Jurors were also shown images of the grill of the car, which was badly damaged when Fields rammed it into a crowd of protesters near the Downtown Mall on Aug. 12, 2017.
Other police evidence from the scene of the crash on Fourth and Water streets was presented, with the detective explaining how crime scenes are investigated.
One piece of that evidence was the passenger side mirror from Fields' car, which was missing when the vehicle was located on Monticello Avenue but was later found near the scene of the attack with blood stains on it.
Carper also spoke about "reddish-brown stains" that were collected at the scene, including several on the car itself.
Lizete Short, the driver of the burgundy minivan that was one of two vehicles hit in the attack, also took the stand Friday.
She explained someone in a colored vest waved for her to make a left turn from Market Street onto Fourth Street, causing her to drive into two crowds of people.
There were three other passengers in Short's vehicle, including her daughter.
She said the first crowd walking in the street had guns and Confederate flags, and "did not look very friendly."
Short also said she drove up on a friendlier crowd singing and chanting at the corner of Fourth and Water streets.
"They were saying positive things, positive enough to where I felt like I could roll the windows down," she said.
Short said she felt like the crowd was making history, and since she could not move out of the intersection, she got out of her vehicle and decided to take pictures.
Short explained it was after that moment when the crash occurred.
"It happened so fast, my van hit me," she said. "I don't remember anything after that."
Short said she ended up on the hood of her minivan and was bleeding, but does not recall much of what happened next.

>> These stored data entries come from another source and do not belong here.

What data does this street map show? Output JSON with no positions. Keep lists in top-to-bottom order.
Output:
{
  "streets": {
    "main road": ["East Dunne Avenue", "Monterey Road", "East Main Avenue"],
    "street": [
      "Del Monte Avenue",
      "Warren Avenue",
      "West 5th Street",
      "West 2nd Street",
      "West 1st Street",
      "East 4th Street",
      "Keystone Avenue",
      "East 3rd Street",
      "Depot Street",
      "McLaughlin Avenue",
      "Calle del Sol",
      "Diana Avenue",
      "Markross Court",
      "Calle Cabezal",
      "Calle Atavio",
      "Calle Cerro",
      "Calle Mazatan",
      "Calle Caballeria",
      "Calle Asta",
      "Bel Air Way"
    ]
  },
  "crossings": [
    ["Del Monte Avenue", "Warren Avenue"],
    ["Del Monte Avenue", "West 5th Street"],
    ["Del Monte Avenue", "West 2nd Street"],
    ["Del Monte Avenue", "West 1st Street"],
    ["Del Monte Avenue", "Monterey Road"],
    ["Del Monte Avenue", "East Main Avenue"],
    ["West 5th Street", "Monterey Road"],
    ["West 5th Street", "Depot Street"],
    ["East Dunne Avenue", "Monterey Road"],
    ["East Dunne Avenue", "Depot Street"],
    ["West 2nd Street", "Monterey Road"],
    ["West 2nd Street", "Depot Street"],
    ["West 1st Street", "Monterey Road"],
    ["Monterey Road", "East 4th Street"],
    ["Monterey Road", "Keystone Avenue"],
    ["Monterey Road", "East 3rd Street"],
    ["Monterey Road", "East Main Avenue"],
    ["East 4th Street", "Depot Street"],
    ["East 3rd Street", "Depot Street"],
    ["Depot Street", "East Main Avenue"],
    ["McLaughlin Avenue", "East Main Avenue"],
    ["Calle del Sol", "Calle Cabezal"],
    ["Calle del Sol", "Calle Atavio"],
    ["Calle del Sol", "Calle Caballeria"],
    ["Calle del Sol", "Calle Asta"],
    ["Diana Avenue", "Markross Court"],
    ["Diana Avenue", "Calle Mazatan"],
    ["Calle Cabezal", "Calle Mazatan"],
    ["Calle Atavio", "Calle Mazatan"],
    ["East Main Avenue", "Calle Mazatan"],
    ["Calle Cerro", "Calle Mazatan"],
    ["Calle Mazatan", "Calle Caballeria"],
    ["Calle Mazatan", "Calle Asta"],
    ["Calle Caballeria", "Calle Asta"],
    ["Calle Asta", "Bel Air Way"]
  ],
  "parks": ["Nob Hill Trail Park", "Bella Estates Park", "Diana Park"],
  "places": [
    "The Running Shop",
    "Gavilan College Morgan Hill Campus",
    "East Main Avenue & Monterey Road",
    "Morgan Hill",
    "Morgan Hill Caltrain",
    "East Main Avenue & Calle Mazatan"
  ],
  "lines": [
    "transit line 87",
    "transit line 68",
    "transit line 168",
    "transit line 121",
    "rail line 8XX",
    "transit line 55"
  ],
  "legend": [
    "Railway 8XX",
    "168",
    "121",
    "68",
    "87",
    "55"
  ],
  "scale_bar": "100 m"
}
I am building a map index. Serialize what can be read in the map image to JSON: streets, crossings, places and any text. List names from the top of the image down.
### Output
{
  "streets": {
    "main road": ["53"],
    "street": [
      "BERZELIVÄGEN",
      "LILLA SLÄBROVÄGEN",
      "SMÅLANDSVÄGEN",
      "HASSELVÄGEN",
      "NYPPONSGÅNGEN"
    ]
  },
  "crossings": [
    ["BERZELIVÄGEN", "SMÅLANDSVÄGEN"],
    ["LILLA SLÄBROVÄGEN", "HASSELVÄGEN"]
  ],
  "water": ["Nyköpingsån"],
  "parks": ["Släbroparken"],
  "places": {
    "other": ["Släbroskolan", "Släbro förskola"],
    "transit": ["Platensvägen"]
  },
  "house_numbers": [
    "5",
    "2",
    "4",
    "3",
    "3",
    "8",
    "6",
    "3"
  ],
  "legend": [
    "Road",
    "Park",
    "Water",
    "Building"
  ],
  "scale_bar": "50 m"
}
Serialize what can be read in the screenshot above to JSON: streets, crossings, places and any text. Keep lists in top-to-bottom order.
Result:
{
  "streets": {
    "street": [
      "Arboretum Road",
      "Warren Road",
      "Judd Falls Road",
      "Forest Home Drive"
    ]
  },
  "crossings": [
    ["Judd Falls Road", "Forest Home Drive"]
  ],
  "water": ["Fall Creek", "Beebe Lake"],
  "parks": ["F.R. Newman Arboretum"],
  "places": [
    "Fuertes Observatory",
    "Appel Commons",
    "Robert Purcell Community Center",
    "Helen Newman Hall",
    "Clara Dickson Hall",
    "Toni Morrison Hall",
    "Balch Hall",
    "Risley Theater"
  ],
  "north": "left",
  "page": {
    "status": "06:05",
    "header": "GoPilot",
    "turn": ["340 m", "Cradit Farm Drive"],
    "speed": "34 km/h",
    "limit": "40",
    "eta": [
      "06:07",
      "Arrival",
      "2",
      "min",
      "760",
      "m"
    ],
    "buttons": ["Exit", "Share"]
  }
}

Later on Friday, jurors will view aerial footage of the scene that was taken from a Virginia State Police helicopter.
This is the fifth day of the murder and malicious wounding trial against the Ohio man who attended the 'Unite the Right' rally in Charlottesville.
Jury selection, which the judge called the most complicated process he has ever seen in his legal career, took three days.
Testimony began Thursday with jurors hearing from people who were there when the car hit the people.
An image of one of those witnesses was seen globally and won a Pulitzer Prize for a local newspaper and a former reporter.
The trial is expected to last for three weeks with prosecutors seeking to show that Fields acted with premeditation and the defense working to show that he reacted in self-defense.